The history of the village dates back to prehistoric times and the Bronze Age, you can even find original cave drawings in the surrounding area. Later, the village became a strategic stronghold in the battles between the Spanish and the Moors. Eventually, people moved to the ‘New Castellar’ just down the road (with wider streets and easier access)—the hilltop village was abandoned, fell into ruins and became a hippy colony. Present day, the town has been restored and functions as a destination for tourists.
Visiting the zoo in Castellar
We stopped by the zoo first, then drove to the old village and parked outside the fortress walls. We ate tapas in a small plaza (located just through the entrance) and spent a few hours walking around and exploring. The babies loved running up and down the cobbled streets while we enjoyed the views. A few hours here was the perfect amount of time for us; apart from exploring the village, the main activity to do is hiking in Los Alcornocales Natural Park, which is not something I’m trying to do with two toddlers. 😜
Exploring the old town
Outside the fortress
Tarifa is a special place. Not only is it the southernmost point of continental Europe (you can see the lights of Morocco just across the Strait of Gibraltar), it’s where the Atlantic Ocean meets the Mediterranean Sea, and it’s one of the world’s top destinations for windsports.
Playa de Los Lances in Tarifa
Javi and I have been coming to Tarifa for years, and use it as our launchpad into Morocco. This town is chock-full of fantastic restaurants, great shopping, and beautiful beaches. You’ll definitely want to try Almadraba Tuna, or atún rojo as it’s known here. This top-quality, blue-fin tuna is caught in Tarifa as well as several coastal towns in Cadiz. 80% of this tuna is exported to Japan to make sushi and sashimi. Take advantage of this local delicacy and enjoy it while you’re in the area.
- Where to stay: Tarifa is very small, and once parked you can walk everywhere. I’d recommend trying to find a place in the city center, or along the beaches mentioned below.
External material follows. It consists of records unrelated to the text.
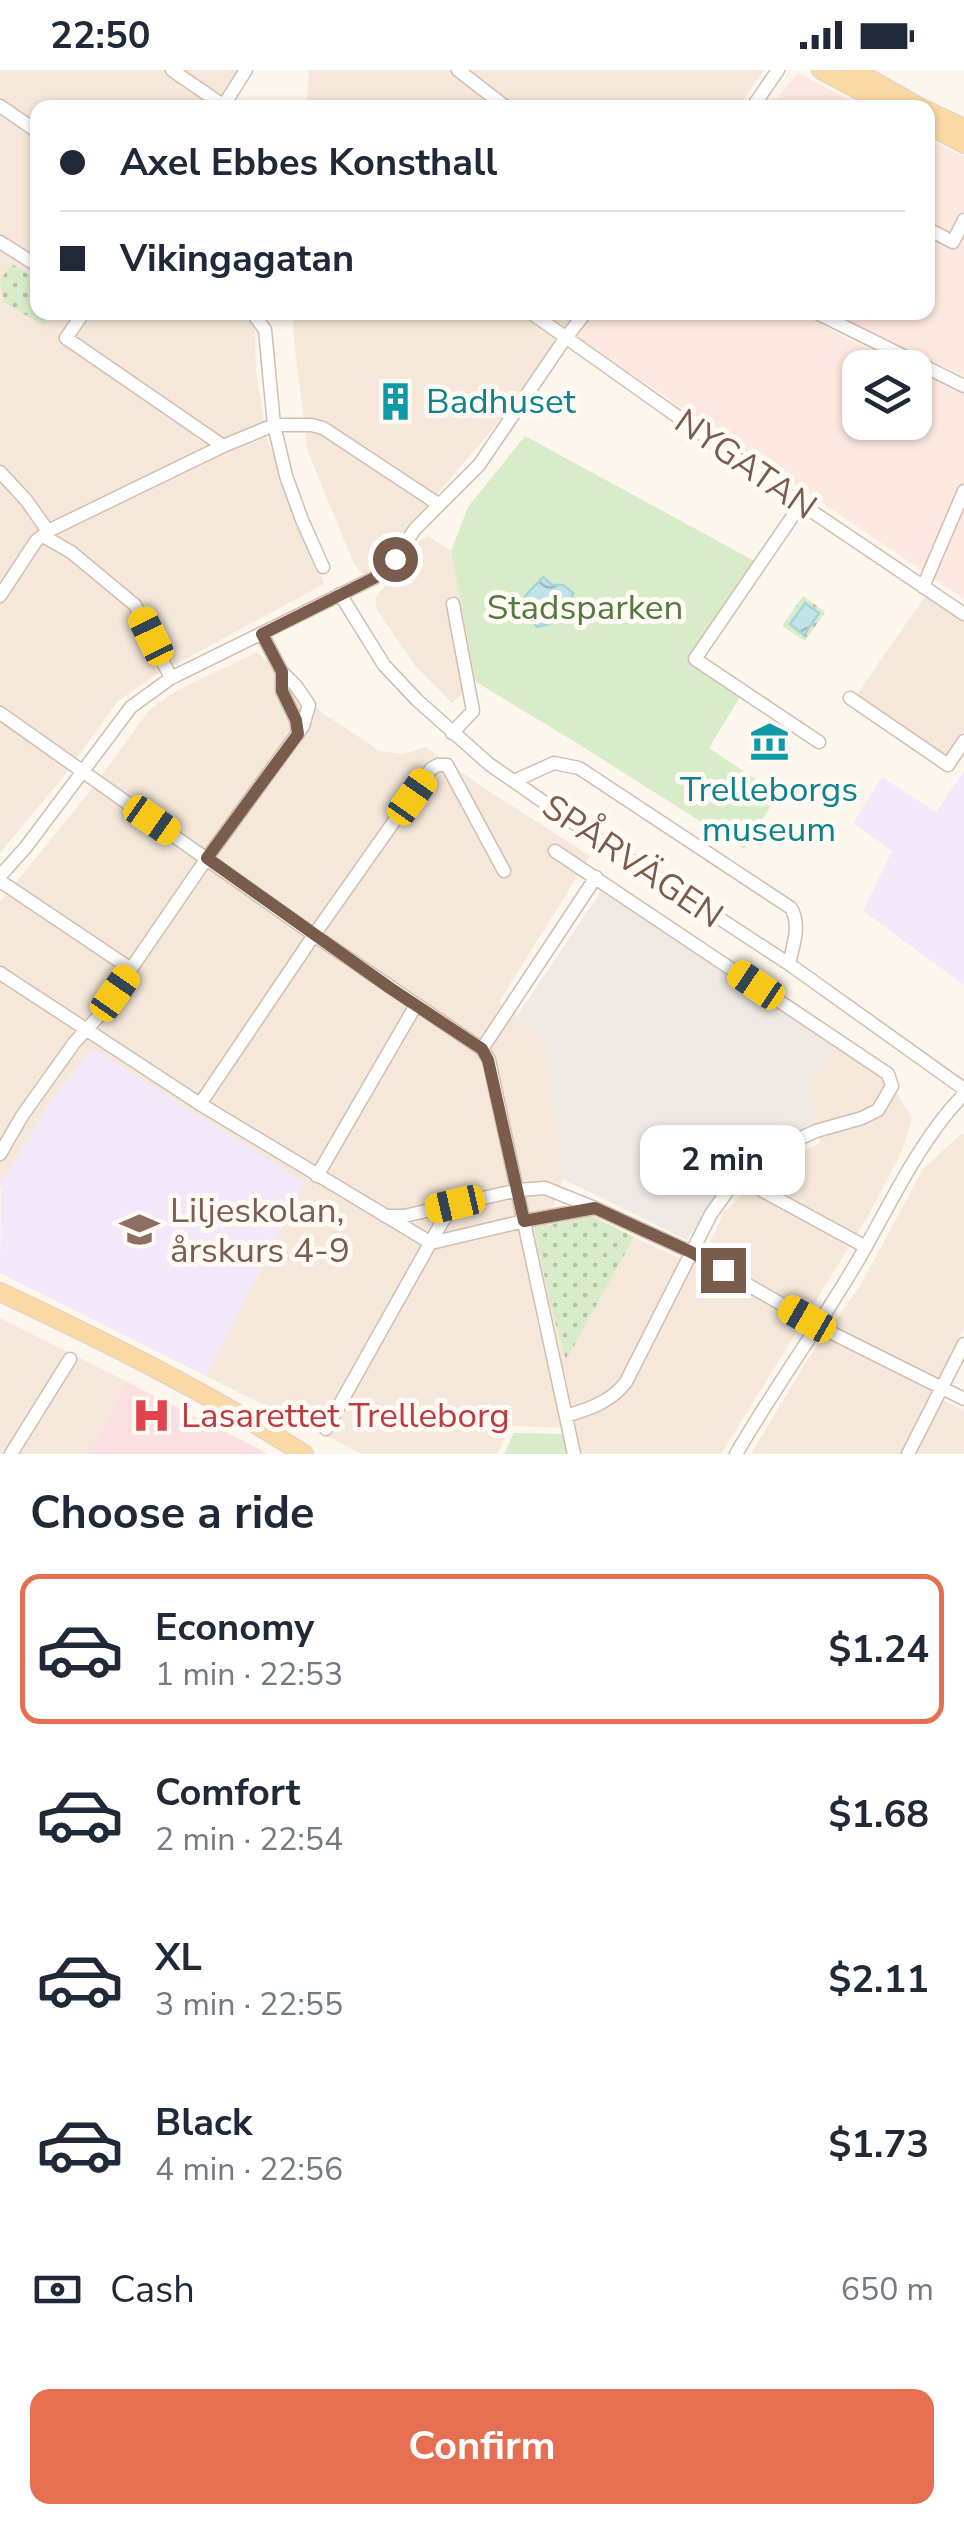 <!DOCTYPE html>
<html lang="en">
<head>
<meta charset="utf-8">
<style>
	:root { --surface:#fff; --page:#f6f6f7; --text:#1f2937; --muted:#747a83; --line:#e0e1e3; --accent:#e76f51 }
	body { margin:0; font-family:"Nunito Sans",sans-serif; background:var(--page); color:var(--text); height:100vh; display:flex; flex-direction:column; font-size:38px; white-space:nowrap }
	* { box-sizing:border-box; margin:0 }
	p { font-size:32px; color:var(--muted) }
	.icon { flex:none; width:55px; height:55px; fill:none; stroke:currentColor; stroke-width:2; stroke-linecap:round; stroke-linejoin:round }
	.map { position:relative; height:1384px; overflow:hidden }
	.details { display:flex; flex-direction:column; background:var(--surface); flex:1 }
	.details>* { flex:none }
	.hud { position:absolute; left:30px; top:30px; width:905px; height:220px; border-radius:20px; box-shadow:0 2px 8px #0004; display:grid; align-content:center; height:220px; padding:0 30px; background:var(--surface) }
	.controls { position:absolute; left:842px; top:280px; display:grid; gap:20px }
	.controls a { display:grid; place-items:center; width:90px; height:90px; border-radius:20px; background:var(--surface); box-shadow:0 2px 8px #0004; font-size:50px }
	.end { position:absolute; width:45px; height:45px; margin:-22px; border:12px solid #7a5c4d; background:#fff; box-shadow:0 0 0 5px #fff }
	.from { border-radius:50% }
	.bubble { position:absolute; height:70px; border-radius:20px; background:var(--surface); box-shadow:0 2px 8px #0004; font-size:32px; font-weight:700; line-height:70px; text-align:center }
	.car { position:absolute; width:30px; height:60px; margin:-30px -15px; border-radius:12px; box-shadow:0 0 8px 2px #0007; background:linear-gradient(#f5c518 24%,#345 0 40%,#f5c518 0 76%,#345 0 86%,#f5c518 0) }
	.hud b { display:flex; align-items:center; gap:35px; height:95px; font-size:38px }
	.hud b+b { border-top:2px solid var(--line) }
	.hud i { width:25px; height:25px; background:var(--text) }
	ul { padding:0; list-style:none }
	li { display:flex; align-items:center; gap:30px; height:150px; margin:0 20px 15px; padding:0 10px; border:5px solid transparent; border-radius:20px }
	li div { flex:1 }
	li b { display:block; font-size:38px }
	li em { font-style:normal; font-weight:700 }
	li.active { border-color:var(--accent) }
	li>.icon { width:90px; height:90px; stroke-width:1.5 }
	h2 { padding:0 30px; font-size:45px; line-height:120px }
	.pay { display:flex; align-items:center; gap:25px; height:110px; padding:0 30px; font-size:38px }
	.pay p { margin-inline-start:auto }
	.primary-button { display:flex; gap:20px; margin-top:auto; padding:20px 30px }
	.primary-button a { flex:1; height:115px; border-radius:20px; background:var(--accent); color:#fff; font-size:40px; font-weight:700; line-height:115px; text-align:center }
	.status { display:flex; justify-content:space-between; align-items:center; height:70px; padding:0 50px; background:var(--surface); direction:ltr }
	.status svg { height:28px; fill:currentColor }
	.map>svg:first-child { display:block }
	.residential { fill:#f5e8da }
	.commercial { fill:#fde8e0 }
	.industrial { fill:#efe9e4 }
	.education { fill:#f3e8fa }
	.medical { fill:#fbdfe3 }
	.grass { fill:url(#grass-dots) }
	.park { fill:#d8ecc9 }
	.water { fill:url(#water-waves); stroke:#a5d3da; stroke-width:2.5 }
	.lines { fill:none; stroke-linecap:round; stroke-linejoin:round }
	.minor-casing { stroke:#d1beb0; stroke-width:15 }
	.major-casing { stroke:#dad1cd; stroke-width:20 }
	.minor { stroke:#fff; stroke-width:12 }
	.major { stroke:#fbd9a5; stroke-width:18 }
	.route { stroke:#7a5c4d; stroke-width:12 }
	.labels { text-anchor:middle; stroke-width:10; stroke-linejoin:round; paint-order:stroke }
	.culture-label { font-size:35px; fill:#0d838f; stroke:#fffaf3; text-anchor:start }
	.street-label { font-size:35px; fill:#7a5c4d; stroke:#fffaf3 }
	.park-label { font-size:35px; fill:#537a41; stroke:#fffaf3 }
	.education-label { font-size:35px; fill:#785e54; stroke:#fffaf3; text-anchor:start }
	.health-label { font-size:35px; fill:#be3a42; stroke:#fffaf3; text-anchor:start }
</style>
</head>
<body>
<div class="status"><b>22:50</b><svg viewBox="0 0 49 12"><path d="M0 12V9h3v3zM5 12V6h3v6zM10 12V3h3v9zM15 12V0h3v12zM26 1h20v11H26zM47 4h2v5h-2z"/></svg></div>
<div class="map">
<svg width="964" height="1384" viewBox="0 0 964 1384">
	<defs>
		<pattern id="grass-dots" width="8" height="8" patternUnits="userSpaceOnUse" patternTransform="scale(2.5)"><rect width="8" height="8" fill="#d8ecc9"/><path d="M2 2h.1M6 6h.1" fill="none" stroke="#b4c2a5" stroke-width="1.8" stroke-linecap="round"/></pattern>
		<pattern id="water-waves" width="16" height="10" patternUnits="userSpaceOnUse" patternTransform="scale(2.5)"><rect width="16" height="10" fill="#bfe3e8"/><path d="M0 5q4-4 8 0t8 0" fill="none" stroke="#a0bbbe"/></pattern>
	</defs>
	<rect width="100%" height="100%" fill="#fdf6ec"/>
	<path class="residential" d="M0,0h238l-24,37 -176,1v204l225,1 -8,14 1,45 11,67 57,145 -170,92 -37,26 -52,73 -65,78z
		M309,0h455l-25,37 -433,1z
		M293,243h290l-92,118 -119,139 -8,5 -10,-11 -46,-112 -14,-109z
		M428,466l23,15 25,131 -24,21 -37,-37 -39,-58v-11l45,-57z
		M926,525l38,26v110l-19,28 -90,-62z
		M257,582l64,60 59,39 22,3 24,-7 55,39 109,70 -91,146 46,37 18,140 -22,62 83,-8 75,34 25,-55 45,-43 51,-26 -13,-59 28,-39 50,29 27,44 -10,33 -35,67 -146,236h-140l-5,-26 -65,-2 -14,28h-135l-156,-78 98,-193 -211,-134 -42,52 -51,86v-285l94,-116 55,-76 27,-19z
		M962,1063l2,1v195l-31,66 31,16v43h-213l55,-92 54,-76 63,-117z
		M0,1248l127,64 -39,72h-88z"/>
	<path class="commercial" d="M798,3l66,34h-94z
		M928,69l36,18v219l-111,-49 -24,-14 99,-1z
		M594,243h209l44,26 67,28 -54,1v54h55v-54l49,21v210l-388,-263z"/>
	<path class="industrial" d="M602,820l233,155 -28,39 9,39 -49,23 -37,32 -43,62 -124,-61 -18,-140 -28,-23z"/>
	<path class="education" d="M964,701v214l-101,-74 29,-60 -39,-28 29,-46 54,35z
		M93,978l212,135 -99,193 -206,-103 1,-89 50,-83z"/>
	<path class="medical" d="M127,1312l132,67 8,5h-179z"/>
	<path class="grass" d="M12,194l25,16 1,32 30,1 -5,6 -10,-5 -9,12 -40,-24 -4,-22z
		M803,526l22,16 -20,29 -23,-15z
		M592,1146l42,21 -68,123 -14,-49 -18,-83z"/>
	<path class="park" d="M525,366l235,128 -65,94 49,32 -35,58 69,46 -34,55 -164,-104 -104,-63 -25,-131 17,-44z
		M514,1363l49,1 5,20h-64z"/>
	<path class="water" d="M543,507l9,8h11l10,8c-7,21 -14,30 -36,34l-7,-9 -8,-1c-5,-19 10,-27 21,-40z
		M805,533l14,10 -15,22 -14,-11z"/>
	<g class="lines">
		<defs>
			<path id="minor" d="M172,0l55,38
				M458,0l49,38
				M0,36l38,26
				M222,38l24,-38
				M752,38l26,-38
				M928,159l25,13 11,-22
				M0,172l38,24
				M84,242l-18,26 157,108
				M252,242l13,18 9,95 12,51 16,44 21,47
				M530,242l271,192 163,110
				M815,242l149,74
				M0,402l26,28 22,31
				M801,434l-106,155 124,83
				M43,466l28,16 64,53 36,73
				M923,517l41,-96
				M340,524l44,71 33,35 72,64 82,57 218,143 175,125
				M0,526l36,-55 12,-10 175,-85 51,-21h37l12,3 115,76
				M282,602v19l14,29 2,14
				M850,628l98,67 16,-24
				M0,643l314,222 168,114
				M452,663l21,-22 -20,-107
				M514,711l40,-18 25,5 212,140c10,17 2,38 -2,56
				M555,781l333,223 4,12 -14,24 -16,8 -46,13 -26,12 -25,14 -31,25 -23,32 -85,168c-15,20 -37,27 -60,34
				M0,806l26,-29 105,-140 40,-29 203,-100 21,-19 20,-30 64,-64 85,-125 22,-28
				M0,811l131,88
				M0,903l200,131 231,139 93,-22 71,-13
				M200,1034l114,-169 117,-166 7,-4h9l57,106
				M0,1084l22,-38 52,-73 24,-26 109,-159 96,-132 6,-21 -13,-19 -14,-14 -20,-38
				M317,1106l99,-171
				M739,1108l127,69
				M385,1146h19l114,-26 27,-2 50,20 96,44 137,79 136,68
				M326,1359l116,-207 13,-18
				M11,1384l59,-95
				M574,1384l-85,-394 -7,-11 114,-172
				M736,1384c39,-67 85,-130 124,-197 32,-56 59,-116 104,-163
				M908,1384l56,-110"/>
			<path id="major" d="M821,0l71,38
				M854,0l67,38
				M928,41l36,17
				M928,55l36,19
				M0,1222c104,49 207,100 304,162"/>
		</defs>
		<use href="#minor" class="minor-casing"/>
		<use href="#major" class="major-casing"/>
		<use href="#minor" class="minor"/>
		<use href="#major" class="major"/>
	</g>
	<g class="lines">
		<path class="route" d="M395,489l-21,19 -112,56 20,38v19l14,29 2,14 -91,124 183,130 92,61 6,11 36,161 71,-13 96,44 32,18"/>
	</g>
	<defs>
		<symbol id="building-bare" viewBox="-9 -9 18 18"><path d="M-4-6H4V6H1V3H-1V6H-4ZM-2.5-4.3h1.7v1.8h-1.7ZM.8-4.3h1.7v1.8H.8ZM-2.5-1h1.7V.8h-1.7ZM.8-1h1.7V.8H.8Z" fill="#0f9aa8" stroke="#fffaf3" stroke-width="2.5" paint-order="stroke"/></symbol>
		<symbol id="museum-bare" viewBox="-9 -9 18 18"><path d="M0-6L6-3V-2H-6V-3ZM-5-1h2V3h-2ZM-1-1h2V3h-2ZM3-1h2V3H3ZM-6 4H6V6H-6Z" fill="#0f9aa8" stroke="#fffaf3" stroke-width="2.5" paint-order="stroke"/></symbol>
		<symbol id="school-bare" viewBox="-9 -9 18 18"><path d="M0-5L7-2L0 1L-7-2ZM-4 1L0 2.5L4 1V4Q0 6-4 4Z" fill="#8d6e63" stroke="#fffaf3" stroke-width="2.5" paint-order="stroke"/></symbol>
		<symbol id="hospital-bare" viewBox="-9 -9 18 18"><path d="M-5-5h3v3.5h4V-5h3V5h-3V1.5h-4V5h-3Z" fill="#e0444e" stroke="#fffaf3" stroke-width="2.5" paint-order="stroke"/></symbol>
	</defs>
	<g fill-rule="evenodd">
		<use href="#building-bare" x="368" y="304" width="55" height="55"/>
		<use href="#museum-bare" x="742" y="644" width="55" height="55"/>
		<use href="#school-bare" x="112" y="1132" width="55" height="55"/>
		<use href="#hospital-bare" x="124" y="1318" width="55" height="55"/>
	</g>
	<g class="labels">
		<g class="culture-label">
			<text x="426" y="343">Badhuset</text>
			<text x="769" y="731" text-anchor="middle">Trelleborgs<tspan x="769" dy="40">museum</tspan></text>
		</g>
		<g class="street-label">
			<text transform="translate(746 394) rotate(35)" y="12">NYGATAN</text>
			<text transform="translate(633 791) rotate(34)" y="12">SPÅRVÄGEN</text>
		</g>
		<g class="park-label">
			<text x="585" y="549">Stadsparken</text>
		</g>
		<g class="education-label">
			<text x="170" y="1152">Liljeskolan,<tspan x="170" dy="40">årskurs 4-9</tspan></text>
		</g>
		<g class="health-label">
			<text x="181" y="1357">Lasarettet Trelleborg</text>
		</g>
	</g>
</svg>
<div class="controls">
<a><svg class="icon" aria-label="layers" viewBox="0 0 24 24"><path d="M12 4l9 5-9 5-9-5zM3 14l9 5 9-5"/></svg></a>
</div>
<i class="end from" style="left:395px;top:489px"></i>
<i class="end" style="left:723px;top:1200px"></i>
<div class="bubble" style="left:640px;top:1055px;width:165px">2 min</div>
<i class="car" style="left:151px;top:566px;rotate:334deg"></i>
<i class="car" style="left:412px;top:727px;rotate:35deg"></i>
<i class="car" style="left:152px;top:750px;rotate:125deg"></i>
<i class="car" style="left:756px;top:915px;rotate:304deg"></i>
<i class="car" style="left:115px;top:923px;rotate:35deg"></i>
<i class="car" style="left:455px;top:1134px;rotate:257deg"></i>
<i class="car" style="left:807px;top:1249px;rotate:300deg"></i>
<div class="hud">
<b><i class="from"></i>Axel Ebbes Konsthall</b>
<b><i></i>Vikingagatan</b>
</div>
</div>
<section class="details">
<h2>Choose a ride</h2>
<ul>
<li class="active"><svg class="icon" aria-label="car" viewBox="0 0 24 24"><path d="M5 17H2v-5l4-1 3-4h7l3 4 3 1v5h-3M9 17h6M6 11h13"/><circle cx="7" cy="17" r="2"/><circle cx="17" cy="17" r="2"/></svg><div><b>Economy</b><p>1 min · 22:53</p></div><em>$1.24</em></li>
<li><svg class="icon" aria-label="car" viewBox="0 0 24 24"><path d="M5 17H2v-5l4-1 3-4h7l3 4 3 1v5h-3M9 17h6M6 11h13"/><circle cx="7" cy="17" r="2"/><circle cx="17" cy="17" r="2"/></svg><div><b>Comfort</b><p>2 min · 22:54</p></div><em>$1.68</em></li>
<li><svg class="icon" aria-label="car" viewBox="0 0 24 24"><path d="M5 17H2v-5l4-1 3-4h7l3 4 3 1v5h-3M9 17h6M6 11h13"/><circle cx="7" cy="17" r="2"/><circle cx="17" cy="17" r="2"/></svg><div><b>XL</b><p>3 min · 22:55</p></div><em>$2.11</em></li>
<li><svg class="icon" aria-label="car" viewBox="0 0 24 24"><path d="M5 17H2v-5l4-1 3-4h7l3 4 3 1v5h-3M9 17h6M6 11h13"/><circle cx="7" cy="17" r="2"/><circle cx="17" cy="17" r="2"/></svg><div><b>Black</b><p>4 min · 22:56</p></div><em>$1.73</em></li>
</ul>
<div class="pay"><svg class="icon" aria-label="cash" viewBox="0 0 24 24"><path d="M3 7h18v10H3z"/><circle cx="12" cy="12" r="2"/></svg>Cash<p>650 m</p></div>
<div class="primary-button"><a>Confirm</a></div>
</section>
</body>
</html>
Note, finding parking in spring and summer is nearly impossible so try to book a place that includes parking.
- Nearby beaches: You can walk to Playa Chica, Playa Santa Catalina, and Playa de Los Lances but you’ll need a car to get to other beaches farther down the shore.
- Where to eat: There are so many good restaurants in town, I’d recommend walking around the center and making a reservation at different ones if possible. A few of my favorites include Bar Los Melli and El Otro Melli; we also liked Taberna La Morena this last trip and there were several other new restaurants in the same plaza that looked delicious. We always make it a point to stop by Demente beach bar for a tapa of tuna and waffles (don’t knock it till you try it).
- Playgrounds: We spent a lot of time at two playgrounds in particular; one is conveniently located on the Paseo de la Alameda (right in front of the port) and the other is located along the paseo maritimo (near Demente).
Enjoying breakfast views at our rental, very cool but not kid-friendly
There are several playgrounds located around Tarifa
We stopped in El Palmar for lunch on our way from Tarifa to Sanlúcar. This tiny seaside community is perfect for an afternoon with its beautiful beaches and ideal surfing conditions. There are tons of chiringuitos (beach bars) and surf shops along the shoreline to enjoy. We ate a fantastic lunch at Papaya Playa—I’d definitely recommend making a reservation (all the restaurants were completo so we were lucky we were able to get a table). I’ve never rented a place in El Palmar because it’s so close to Sanlúcar, but I’ve stayed in Conil and Vejer de la Frontera nearby. It would be a fun family destination for a week, especially with bigger kids who can take surf lessons.